Kobaran api hitam muncul di lintasan pedang iblisnya saat dia menebas udara ke arah yang tampaknya acak.

Gemuruh memenuhi area bawah tanah, dan asap hitam mulai keluar dari celah-celah di permukaan tanah saat Nuh mengubah serangannya ke posisi lembu jantan itu.

Pikirannya bisa merasakannya, sehingga dia bisa membidiknya.

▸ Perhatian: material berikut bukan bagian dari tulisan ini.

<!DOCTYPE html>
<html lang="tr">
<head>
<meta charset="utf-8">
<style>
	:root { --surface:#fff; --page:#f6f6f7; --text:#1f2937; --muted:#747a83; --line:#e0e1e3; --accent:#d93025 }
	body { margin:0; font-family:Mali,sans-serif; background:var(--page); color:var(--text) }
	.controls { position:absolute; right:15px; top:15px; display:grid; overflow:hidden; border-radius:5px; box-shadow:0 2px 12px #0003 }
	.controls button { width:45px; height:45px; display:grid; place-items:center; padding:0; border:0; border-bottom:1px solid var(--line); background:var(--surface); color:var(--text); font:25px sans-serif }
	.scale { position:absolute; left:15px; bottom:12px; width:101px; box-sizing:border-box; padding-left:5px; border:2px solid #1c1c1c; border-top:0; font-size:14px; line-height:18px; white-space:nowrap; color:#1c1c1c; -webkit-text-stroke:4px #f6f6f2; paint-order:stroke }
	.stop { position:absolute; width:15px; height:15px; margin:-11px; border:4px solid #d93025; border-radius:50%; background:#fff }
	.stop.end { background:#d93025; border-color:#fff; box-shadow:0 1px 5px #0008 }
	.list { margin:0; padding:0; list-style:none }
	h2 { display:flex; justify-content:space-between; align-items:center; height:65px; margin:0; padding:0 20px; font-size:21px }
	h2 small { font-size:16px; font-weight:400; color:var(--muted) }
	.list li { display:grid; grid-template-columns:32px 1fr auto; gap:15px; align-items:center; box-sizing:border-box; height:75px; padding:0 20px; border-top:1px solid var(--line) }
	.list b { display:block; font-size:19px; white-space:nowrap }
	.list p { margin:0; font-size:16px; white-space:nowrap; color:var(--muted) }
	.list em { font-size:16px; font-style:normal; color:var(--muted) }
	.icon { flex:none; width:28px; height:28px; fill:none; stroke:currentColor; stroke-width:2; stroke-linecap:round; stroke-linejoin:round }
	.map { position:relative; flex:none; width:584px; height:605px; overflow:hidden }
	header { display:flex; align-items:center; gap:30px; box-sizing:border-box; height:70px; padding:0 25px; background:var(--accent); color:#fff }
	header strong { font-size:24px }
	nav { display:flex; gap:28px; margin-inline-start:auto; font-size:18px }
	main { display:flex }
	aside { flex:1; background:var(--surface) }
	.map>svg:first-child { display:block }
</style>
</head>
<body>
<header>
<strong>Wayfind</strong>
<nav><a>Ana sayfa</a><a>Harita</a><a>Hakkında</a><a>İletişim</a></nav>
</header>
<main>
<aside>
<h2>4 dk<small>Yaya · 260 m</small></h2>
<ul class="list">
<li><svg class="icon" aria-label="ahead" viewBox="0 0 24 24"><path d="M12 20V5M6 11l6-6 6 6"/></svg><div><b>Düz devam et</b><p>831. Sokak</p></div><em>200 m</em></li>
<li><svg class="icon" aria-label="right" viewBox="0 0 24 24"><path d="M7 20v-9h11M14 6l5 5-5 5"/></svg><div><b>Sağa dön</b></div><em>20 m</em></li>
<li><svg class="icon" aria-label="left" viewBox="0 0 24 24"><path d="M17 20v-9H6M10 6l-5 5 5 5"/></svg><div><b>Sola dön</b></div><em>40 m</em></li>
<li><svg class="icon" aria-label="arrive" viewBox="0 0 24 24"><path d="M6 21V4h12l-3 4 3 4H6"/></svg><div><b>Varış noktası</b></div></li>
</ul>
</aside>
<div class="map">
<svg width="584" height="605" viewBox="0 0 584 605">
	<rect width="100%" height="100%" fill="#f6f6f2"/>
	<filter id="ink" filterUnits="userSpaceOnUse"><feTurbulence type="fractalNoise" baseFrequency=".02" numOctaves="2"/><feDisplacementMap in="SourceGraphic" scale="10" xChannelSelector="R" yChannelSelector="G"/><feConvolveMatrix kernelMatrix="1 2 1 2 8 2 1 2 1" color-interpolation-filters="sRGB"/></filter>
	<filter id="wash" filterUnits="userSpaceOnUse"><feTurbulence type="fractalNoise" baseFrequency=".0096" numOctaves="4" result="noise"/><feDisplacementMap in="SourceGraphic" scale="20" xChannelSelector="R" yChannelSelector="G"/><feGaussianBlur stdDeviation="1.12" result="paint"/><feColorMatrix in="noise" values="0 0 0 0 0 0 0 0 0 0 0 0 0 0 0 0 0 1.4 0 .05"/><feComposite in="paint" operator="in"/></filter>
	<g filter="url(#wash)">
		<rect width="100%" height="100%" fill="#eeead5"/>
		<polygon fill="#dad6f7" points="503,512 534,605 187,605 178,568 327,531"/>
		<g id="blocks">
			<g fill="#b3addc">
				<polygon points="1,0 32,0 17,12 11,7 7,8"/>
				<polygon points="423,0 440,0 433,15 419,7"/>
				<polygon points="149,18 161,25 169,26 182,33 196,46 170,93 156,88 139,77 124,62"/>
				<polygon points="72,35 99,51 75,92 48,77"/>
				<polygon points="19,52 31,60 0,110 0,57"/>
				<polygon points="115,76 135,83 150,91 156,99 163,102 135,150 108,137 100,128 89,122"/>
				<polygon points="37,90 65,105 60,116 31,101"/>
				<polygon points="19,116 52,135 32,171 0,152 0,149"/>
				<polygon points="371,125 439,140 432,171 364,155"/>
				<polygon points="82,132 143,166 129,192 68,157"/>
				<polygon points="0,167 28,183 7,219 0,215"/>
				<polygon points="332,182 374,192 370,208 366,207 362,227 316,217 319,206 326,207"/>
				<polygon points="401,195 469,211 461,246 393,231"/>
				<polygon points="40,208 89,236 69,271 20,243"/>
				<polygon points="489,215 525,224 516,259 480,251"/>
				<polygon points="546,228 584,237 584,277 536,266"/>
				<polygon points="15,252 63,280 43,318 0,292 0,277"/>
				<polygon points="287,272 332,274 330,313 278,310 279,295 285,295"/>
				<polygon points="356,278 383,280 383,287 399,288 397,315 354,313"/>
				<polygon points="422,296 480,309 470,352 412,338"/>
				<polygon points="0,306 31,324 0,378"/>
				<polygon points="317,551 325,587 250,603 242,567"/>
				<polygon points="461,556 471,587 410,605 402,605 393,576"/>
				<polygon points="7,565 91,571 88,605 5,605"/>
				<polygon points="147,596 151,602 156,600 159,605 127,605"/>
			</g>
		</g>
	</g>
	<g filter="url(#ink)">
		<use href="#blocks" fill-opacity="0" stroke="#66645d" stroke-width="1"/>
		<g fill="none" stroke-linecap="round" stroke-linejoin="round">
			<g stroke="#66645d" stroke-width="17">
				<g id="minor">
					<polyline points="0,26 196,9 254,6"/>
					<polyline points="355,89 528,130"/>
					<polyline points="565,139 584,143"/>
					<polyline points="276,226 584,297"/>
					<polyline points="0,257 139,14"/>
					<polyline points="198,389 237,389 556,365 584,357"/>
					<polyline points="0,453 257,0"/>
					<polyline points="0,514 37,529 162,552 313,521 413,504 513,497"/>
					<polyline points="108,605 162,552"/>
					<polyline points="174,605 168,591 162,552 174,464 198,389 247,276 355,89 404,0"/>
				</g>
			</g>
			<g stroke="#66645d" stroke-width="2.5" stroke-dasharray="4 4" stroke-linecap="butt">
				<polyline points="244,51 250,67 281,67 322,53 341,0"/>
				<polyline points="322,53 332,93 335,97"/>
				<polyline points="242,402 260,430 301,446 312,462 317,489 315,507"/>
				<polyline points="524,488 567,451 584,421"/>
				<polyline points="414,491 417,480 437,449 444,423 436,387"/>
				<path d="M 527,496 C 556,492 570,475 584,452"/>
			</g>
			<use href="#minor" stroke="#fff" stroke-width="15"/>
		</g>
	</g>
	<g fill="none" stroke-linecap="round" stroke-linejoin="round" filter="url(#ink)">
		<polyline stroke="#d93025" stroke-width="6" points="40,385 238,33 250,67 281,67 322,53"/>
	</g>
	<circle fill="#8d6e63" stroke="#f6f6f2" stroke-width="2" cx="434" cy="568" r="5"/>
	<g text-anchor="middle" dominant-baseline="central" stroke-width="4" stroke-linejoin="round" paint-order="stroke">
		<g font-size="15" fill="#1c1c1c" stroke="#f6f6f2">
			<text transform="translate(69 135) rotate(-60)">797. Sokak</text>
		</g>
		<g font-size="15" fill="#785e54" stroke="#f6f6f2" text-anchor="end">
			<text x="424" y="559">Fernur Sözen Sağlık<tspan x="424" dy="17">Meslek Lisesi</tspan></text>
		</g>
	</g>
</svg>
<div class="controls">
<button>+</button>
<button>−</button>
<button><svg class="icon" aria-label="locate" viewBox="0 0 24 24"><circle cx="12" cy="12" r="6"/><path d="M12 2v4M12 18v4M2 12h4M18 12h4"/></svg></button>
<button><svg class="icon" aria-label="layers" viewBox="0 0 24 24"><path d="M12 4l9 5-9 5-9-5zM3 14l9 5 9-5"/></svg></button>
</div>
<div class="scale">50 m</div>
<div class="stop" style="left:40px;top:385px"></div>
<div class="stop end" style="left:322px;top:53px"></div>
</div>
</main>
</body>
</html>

Rambut itu berhenti mengejarnya pada suatu titik, tetapi Noah belum menyerah.

Mantra ledakan Kegelapan telah mencapai ukuran yang cukup besar dalam beberapa saat itu, dan Noah tanpa ragu memindahkan bola yang tidak stabil itu ke posisi binatang buas tersebut.

Selain itu, dia melancarkan serangkaian tebasan lain melintasi kobaran api hitam dan bahkan menambahkan gelombang apinya.

Gempa bumi menyebar di area tersebut sementara ledakan bergema dari bawah tanah.

Pohon-pohon di Hutan itu hancur berkeping-keping atau terlempar jauh akibat gelombang kejut yang dilepaskan oleh ledakan yang terjadi di bawah tanah.

Bahkan permukaannya pun tak mampu menahan beban lebih banyak lagi pada titik tertentu.

Sebuah lubang selebar beberapa ratus meter muncul saat medan benar-benar runtuh, dan sinar matahari sekali lagi menerangi sosok berdarah dari sapi peringkat 5.

Tubuhnya hangus dan penuh luka, dan banyak dari luka-luka itu bahkan menembus lapisan ototnya yang tebal.

Sebagian besar lehernya telah digigit hingga putus, dan bulu yang tersisa telah kehilangan kilaunya.

Makhluk itu tak berdaya ketika kobaran api hitam muncul di sampingnya, dan sesosok reptil hitam menerkam lehernya dengan mulut terbuka lebar.